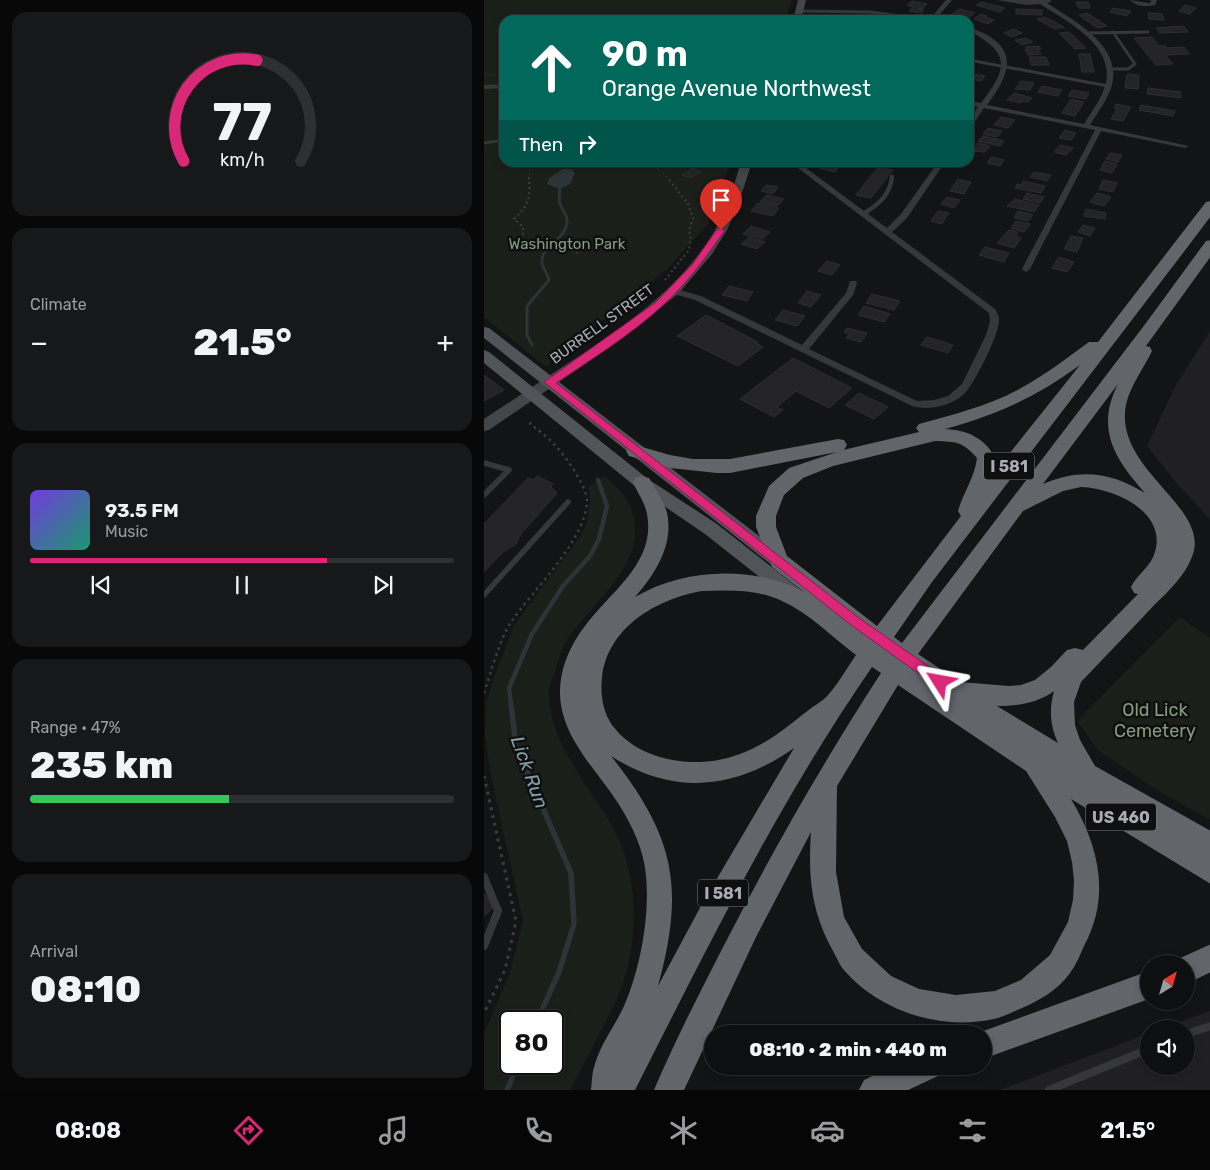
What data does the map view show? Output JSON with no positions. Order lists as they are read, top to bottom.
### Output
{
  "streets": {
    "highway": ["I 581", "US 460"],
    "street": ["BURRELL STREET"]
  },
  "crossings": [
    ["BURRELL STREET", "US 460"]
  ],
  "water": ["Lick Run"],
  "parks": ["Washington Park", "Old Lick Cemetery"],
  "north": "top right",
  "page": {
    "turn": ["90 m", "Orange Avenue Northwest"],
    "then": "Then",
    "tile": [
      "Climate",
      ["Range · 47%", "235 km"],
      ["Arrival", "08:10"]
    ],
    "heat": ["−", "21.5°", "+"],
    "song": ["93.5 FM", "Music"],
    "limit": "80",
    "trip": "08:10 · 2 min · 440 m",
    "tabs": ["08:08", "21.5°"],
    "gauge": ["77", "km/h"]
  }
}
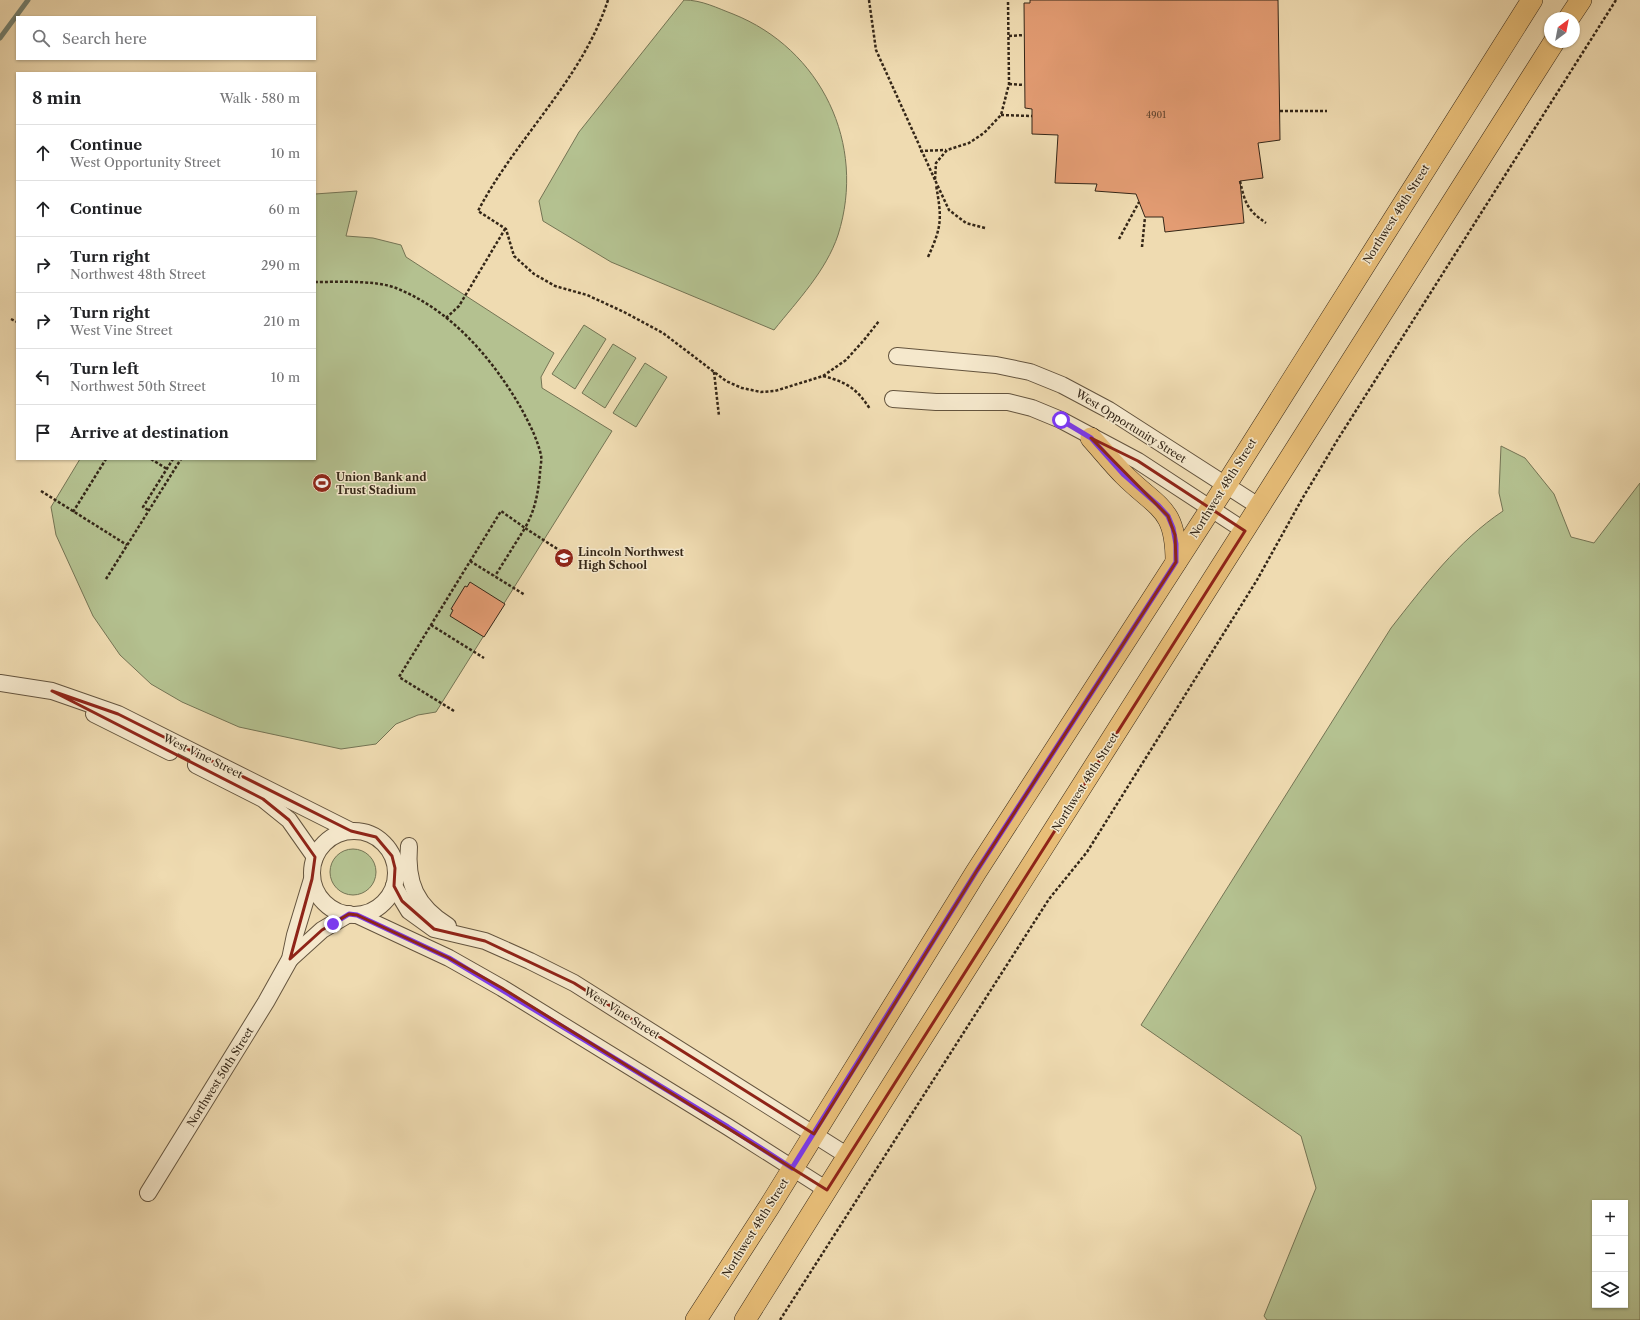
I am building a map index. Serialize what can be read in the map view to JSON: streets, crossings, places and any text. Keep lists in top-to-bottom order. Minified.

--------------------------------

**Exercise:**
State how many lines of the entries include the string "JSON", with nothing besides the number.

**Result for this exercise:**
2